First, Elliott Wave Principle by Robert Prechter and A.J. Frost is the book that, along with Prechter’s analyses, that created the revival of Elliott wave theory. I first read it in 1984, and it has had a profound influenced on my thinking about markets ever since.

Second, I’ve found Visual Guide to Elliott Wave Trading by Wayne Gorman and Jeffrey Kennedy, both of EWI, to be a useful book that relates Elliott wave theory to practical trading. The authors are hands-on Elliotticians, and for an active trader, that’s exactly what’s needed — less theory and more how-to. The first chapter of the book gives a very nice thumbnail run down of what Elliott wave theory is all about.

Terminology. Here are some links to information about some of the technical jargon I use.

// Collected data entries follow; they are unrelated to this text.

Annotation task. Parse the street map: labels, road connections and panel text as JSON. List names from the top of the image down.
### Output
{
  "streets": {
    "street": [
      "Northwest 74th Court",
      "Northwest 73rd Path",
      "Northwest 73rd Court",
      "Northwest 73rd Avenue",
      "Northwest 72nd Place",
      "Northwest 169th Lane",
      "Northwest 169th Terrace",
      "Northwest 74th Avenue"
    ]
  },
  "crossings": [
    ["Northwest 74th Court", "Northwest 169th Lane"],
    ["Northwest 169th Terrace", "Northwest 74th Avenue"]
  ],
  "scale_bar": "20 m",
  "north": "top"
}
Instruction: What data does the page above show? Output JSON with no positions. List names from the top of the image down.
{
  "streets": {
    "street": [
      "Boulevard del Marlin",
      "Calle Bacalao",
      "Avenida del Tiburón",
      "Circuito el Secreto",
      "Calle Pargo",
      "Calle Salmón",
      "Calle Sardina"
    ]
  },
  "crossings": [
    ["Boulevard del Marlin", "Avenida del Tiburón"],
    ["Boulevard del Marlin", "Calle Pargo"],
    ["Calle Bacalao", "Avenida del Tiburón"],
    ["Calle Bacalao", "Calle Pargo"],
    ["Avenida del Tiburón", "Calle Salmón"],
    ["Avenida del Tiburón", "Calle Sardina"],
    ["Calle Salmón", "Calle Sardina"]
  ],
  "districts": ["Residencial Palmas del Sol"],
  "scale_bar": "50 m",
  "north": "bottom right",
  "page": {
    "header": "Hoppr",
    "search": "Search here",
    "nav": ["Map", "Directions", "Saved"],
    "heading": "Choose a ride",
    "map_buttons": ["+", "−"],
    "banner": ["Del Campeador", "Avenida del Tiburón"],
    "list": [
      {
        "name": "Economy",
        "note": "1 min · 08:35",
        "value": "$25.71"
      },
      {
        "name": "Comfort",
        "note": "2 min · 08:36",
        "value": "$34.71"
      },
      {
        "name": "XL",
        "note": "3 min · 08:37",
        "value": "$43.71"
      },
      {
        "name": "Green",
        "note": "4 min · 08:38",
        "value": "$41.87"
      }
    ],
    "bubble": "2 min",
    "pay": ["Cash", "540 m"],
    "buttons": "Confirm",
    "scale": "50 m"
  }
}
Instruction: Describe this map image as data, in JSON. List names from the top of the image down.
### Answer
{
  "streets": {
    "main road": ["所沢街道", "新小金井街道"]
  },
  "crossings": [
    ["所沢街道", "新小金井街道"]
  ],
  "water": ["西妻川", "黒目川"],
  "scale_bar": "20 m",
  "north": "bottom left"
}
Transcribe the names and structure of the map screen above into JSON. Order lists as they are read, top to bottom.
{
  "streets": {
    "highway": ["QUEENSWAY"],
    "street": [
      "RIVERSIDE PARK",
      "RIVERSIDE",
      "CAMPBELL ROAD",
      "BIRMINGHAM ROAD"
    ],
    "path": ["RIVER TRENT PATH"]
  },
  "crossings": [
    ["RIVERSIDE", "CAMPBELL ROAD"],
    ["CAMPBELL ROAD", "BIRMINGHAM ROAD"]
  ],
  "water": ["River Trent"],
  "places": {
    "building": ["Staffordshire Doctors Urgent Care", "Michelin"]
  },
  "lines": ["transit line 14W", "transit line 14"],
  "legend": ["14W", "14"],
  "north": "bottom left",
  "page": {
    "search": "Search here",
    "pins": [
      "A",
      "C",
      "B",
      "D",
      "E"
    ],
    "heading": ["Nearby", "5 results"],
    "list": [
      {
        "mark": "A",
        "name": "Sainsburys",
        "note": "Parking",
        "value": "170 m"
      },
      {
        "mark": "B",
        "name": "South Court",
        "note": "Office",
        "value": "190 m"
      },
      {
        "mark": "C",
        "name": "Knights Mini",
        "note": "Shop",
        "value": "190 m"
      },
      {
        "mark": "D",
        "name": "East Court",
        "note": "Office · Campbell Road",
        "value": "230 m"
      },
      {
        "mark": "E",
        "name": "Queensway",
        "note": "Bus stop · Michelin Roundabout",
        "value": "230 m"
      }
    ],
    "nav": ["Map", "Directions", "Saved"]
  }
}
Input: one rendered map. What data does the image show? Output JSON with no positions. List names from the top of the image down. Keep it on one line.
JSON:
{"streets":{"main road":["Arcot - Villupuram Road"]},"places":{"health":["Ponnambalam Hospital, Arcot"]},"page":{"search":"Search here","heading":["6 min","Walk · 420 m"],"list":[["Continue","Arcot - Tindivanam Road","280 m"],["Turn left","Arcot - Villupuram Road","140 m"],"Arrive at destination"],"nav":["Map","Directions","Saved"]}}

Charts. On my charts, waves have a subscript showing the degree above or below the Intermediate degree. Here are the subscripts and the degree each represents:

  • {+3} Supercycle
  • {+2} Cycle
  • {+1} Primary
  • No subscript: Intermediate
  • {-1} Minor
  • {-2} Minute
  • {-3} Minuette
  • {-4} Subminuette
  • {-5} Micro
  • {-6} Submicro
  • {-7} Minuscule

By Tim Bovee, Portland, Oregon, February 16, 2021


Tim Bovee, Private Trader tracks the analysis and trades of a private trader for his own accounts. Nothing in this blog constitutes a recommendation to buy or sell stocks, options or any other financial instrument. The only purpose of this blog is to provide education and entertainment.

No trader is ever 100 percent successful in his or her trades. Trading in the stock and option markets is risky and uncertain. Each trader must make trading decisions for his or her own account, and take responsibility for the consequences.